Data:

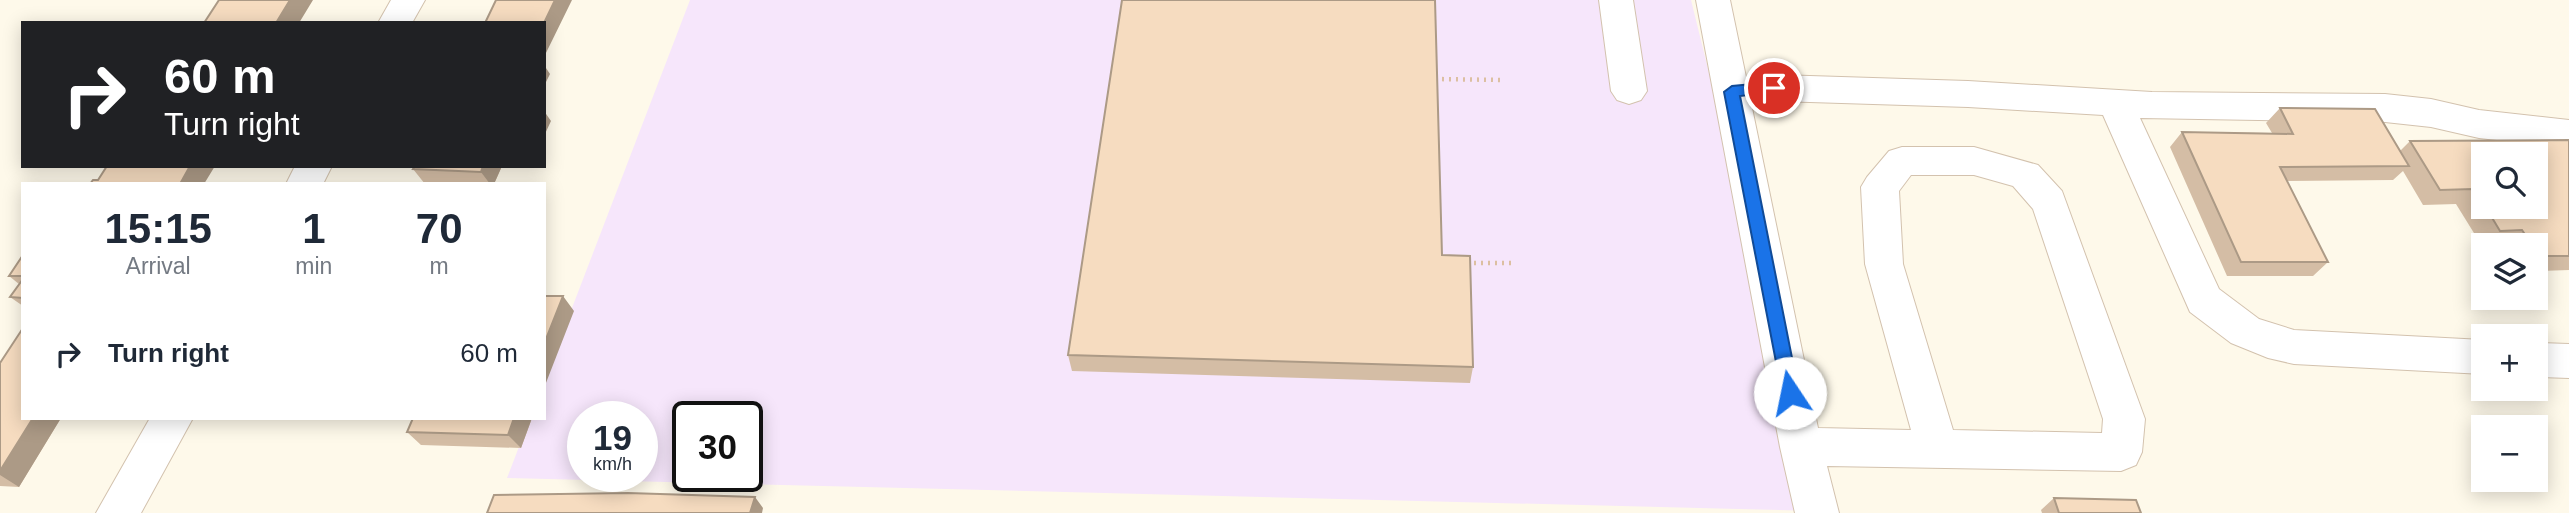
<!DOCTYPE html>
<html lang="en">
<head>
<meta charset="utf-8">
<style>
	body { margin:0; font-family:Helvetica,sans-serif; background:#f2f2f3; color:#1f2937; height:100vh; display:flex; flex-direction:column; font-size:26px; white-space:nowrap }
	* { box-sizing:border-box; margin:0 }
	p { font-size:23px; color:#747a83 }
	.icon { flex:none; width:38px; height:38px; fill:none; stroke:currentColor; stroke-width:2; stroke-linecap:round; stroke-linejoin:round }
	.map { position:relative; flex:1; overflow:hidden }
	.drawer { position:absolute; left:21px; top:182px; width:525px; height:238px; display:flex; flex-direction:column; background:#fff; border-radius:0px; box-shadow:0 4px 18px #0003 }
	.drawer>* { flex:none }
	.top-card { position:absolute; left:21px; top:21px; width:525px; height:147px; border-radius:0px; box-shadow:0 4px 18px #0003; background:#202124; color:#fff; overflow:hidden }
	.tools { position:absolute; left:2471px; top:142px; display:grid; gap:14px }
	.tools a { display:grid; place-items:center; width:77px; height:77px; border-radius:0px; background:#fff; box-shadow:0 4px 18px #0003; font-size:35px }
	.speed { position:absolute; left:567px; top:401px; display:flex; gap:14px; font-size:35px; font-weight:700; text-align:center }
	.speed>* { display:grid; place-content:center; width:91px; height:91px; border-radius:50%; background:#fff; box-shadow:0 4px 18px #0003; line-height:1 }
	.speed small { font-size:18px; font-weight:400 }
	.speed .limit { border:4px solid #111; border-radius:10px; background:#fff; color:#111 }
	.pin { position:absolute; display:grid; place-items:center; width:60px; height:60px; color:#fff; margin:-30px; border:4px solid #fff; border-radius:50%; box-shadow:0 2px 7px #0007 }
	.me { position:absolute; width:77px; margin:-38px; rotate:349deg; stroke-linejoin:round; filter:drop-shadow(0 0 5px #0008) }
	.turn { display:flex; align-items:center; gap:24px; height:147px; padding:0 28px; font-size:32px }
	.turn .icon { width:91px; height:91px; stroke-width:2.5 }
	.turn b { display:block; font-size:49px; line-height:60px }
	.eta { display:flex; justify-content:space-evenly; align-items:center; height:119px; text-align:center }
	.eta b { font-size:42px; font-weight:700; line-height:49px }
	ul { padding:0; list-style:none }
	li { display:flex; align-items:center; gap:21px; height:105px; padding:0 28px }
	li div { flex:1 }
	li b { display:block; font-size:26px }
	li em { font-style:normal }
	.map>svg:first-child { display:block }
	.education { fill:#f6e6fb; fill-rule:evenodd }
	.lines { fill:none; stroke-linecap:round; stroke-linejoin:round }
	.minor-casing { stroke:#d3c2ae; stroke-width:2 }
	.path { stroke:#dcbfa1; stroke-width:4.5; stroke-dasharray:2 5; stroke-linecap:butt }
	.minor { fill:#fff; fill-rule:evenodd }
	.wall { fill:#d4bda5; fill-rule:evenodd }
	.shaded-wall { fill:#ac9a86 }
	.building { fill:#f6dcc0; stroke:#ac9a86; stroke-width:2 }
	.route { fill:#1a73e8; stroke:#114b97; stroke-width:2 }
</style>
</head>
<body>
<div class="map">
<svg width="2569" height="513" viewBox="0 0 2569 513">
	<rect width="100%" height="100%" fill="#fef9ea"/>
	<path class="education" d="M690 0H1691L1817 511 507 478 530 418H544V381ZM583 416H642V476H583ZM688 416H747V476H688Z"/>
	<g class="lines">
		<defs>
			<path id="minor" d="M391 0H425L412 23H378Z
				M1599 0H1633L1647 91 1641 100 1629 104 1617 100 1611 91Z
				M1696 0H1730L1746 77 1774 75 1968 81 2152 92 2385 94 2431 99 2479 110 2569 120V148L2479 138 2431 127 2385 122 2140 118 2219 289 2259 319 2294 330 2483 340V374L2294 364 2268 358 2231 343 2190 312 2103 115 1968 107 1774 101 1751 103 1818 428 1911 430 1865 264 1861 187 1867 177 1889 151 1902 147H1974L2038 165 2062 191 2145 419 2142 452 2136 465 2121 471 1827 466 1839 513H1795L1780 447ZM1911 175H1974L2013 186 2033 209 2103 419 2102 433 1953 430 1903 264 1899 191Z
				M295 166H332L323 184H286Z
				M2536 343 2569 344V378L2536 377Z
				M150 418H193L141 513H96Z"/>
		</defs>
		<use href="#minor" class="minor-casing"/>
		<path class="path" d="M1435 79 1503 80
			M1467 263H1515"/>
		<use href="#minor" class="minor"/>
	</g>
	<path class="wall" d="M2280 108 2400 151 2410 141 2569 140V270L2536 271V245L2482 246 2456 204 2423 205 2403 171 2393 180 2287 181 2328 262 2313 276H2227L2170 147 2182 132 2272 133 2266 123ZM2483 154 2536 206H2483Z
		M502 166 494 184H425L413 169Z
		M23 255V306L10 297 19 284 9 276Z
		M1442 255 1473 367 1470 383 1072 371 1068 355Z
		M0 363 23 418H61L19 487 0 486Z
		M532 418 521 448 421 445 407 432Z
		M2054 498 2141 513H2042L2041 510Z"/>
	<path class="shaded-wall" d="M290 0H313L299 23H276Z
		M555 0H572L544 57V23Z
		M544 65 550 74 544 86Z
		M544 111 551 121 544 136Z
		M190 166H215L204 184H180Z
		M483 166H502L494 184H490L481 172Z
		M563 296 574 311 544 388V344Z
		M33 418H61L19 487 0 475V471Z
		M514 418H532L521 448 508 435Z
		M755 497 763 508 762 513H750Z"/>
	<path class="building" d="M219 0H290L276 23H204Z
		M496 0H555L544 23H485Z
		M1122 0H1435L1442 255 1470 256 1473 367 1068 355Z
		M2280 108 2375 109 2409 166 2280 167 2328 262H2241L2182 132 2293 134Z
		M2569 140V256H2540L2536 250V245H2532L2522 230 2500 231 2485 206H2536V154H2483V204L2473 189 2440 190 2410 141Z
		M107 166H190L180 184H90L93 180H98Z
		M415 166H483L481 172 413 169Z
		M23 255V276H9Z
		M23 279V298L10 297Z
		M544 296H563L544 344Z
		M23 328V418H33L0 471V363Z
		M413 418H514L508 435 407 432Z
		M628 493 755 497 750 513H487L494 495Z
		M2054 498 2136 500 2141 513H2059Z"/>
	<path class="route" d="M1774 82 1782 88 1780 91 1740 96 1799 393 1796 398 1790 400 1784 398 1782 393 1724 92 1732 86Z"/>
</svg>
<div class="tools">
<a><svg class="icon" aria-label="search" viewBox="0 0 24 24"><circle cx="10" cy="10" r="6"/><path d="M15 15l6 6"/></svg></a>
<a><svg class="icon" aria-label="layers" viewBox="0 0 24 24"><path d="M12 4l9 5-9 5-9-5zM3 14l9 5 9-5"/></svg></a>
<a>+</a>
<a>−</a>
</div>
<div class="speed"><div>19<small>km/h</small></div><div class="limit">30</div></div>
<div class="pin" style="left:1774px;top:88px;background:#d93025"><svg class="icon" aria-label="arrive" viewBox="0 0 24 24"><path d="M6 21V4h12l-3 4 3 4H6"/></svg></div>
<svg class="me" style="left:1790px;top:393px" viewBox="-20 -20 40 40"><circle r="19" fill="#fff"/><path d="M0-13L10 11 0 6-10 11z" fill="#1a73e8"/></svg>
<div class="top-card">
<div class="turn"><svg class="icon" aria-label="right" viewBox="0 0 24 24"><path d="M7 20v-9h11M14 6l5 5-5 5"/></svg><div><b>60 m</b>Turn right</div></div>
</div>
<section class="drawer">
<div class="eta">
<div><b>15:15</b><p>Arrival</p></div>
<div><b>1</b><p>min</p></div>
<div><b>70</b><p>m</p></div>
</div>
<ul>
<li><svg class="icon" aria-label="right" viewBox="0 0 24 24"><path d="M7 20v-9h11M14 6l5 5-5 5"/></svg><div><b>Turn right</b></div><em>60 m</em></li>
</ul>
</section>
</div>
</body>
</html>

Task statement:
Extract the lines of the preceding material that run from the line with "position:absolute; width:77px; margin:-38px;" through the line with "M1599 0H1633L1647 91", inclusive, reproducing them exactly and adding nothing.

Written reply:
	.me { position:absolute; width:77px; margin:-38px; rotate:349deg; stroke-linejoin:round; filter:drop-shadow(0 0 5px #0008) }
	.turn { display:flex; align-items:center; gap:24px; height:147px; padding:0 28px; font-size:32px }
	.turn .icon { width:91px; height:91px; stroke-width:2.5 }
	.turn b { display:block; font-size:49px; line-height:60px }
	.eta { display:flex; justify-content:space-evenly; align-items:center; height:119px; text-align:center }
	.eta b { font-size:42px; font-weight:700; line-height:49px }
	ul { padding:0; list-style:none }
	li { display:flex; align-items:center; gap:21px; height:105px; padding:0 28px }
	li div { flex:1 }
	li b { display:block; font-size:26px }
	li em { font-style:normal }
	.map>svg:first-child { display:block }
	.education { fill:#f6e6fb; fill-rule:evenodd }
	.lines { fill:none; stroke-linecap:round; stroke-linejoin:round }
	.minor-casing { stroke:#d3c2ae; stroke-width:2 }
	.path { stroke:#dcbfa1; stroke-width:4.5; stroke-dasharray:2 5; stroke-linecap:butt }
	.minor { fill:#fff; fill-rule:evenodd }
	.wall { fill:#d4bda5; fill-rule:evenodd }
	.shaded-wall { fill:#ac9a86 }
	.building { fill:#f6dcc0; stroke:#ac9a86; stroke-width:2 }
	.route { fill:#1a73e8; stroke:#114b97; stroke-width:2 }
</style>
</head>
<body>
<div class="map">
<svg width="2569" height="513" viewBox="0 0 2569 513">
	<rect width="100%" height="100%" fill="#fef9ea"/>
	<path class="education" d="M690 0H1691L1817 511 507 478 530 418H544V381ZM583 416H642V476H583ZM688 416H747V476H688Z"/>
	<g class="lines">
		<defs>
			<path id="minor" d="M391 0H425L412 23H378Z
				M1599 0H1633L1647 91 1641 100 1629 104 1617 100 1611 91Z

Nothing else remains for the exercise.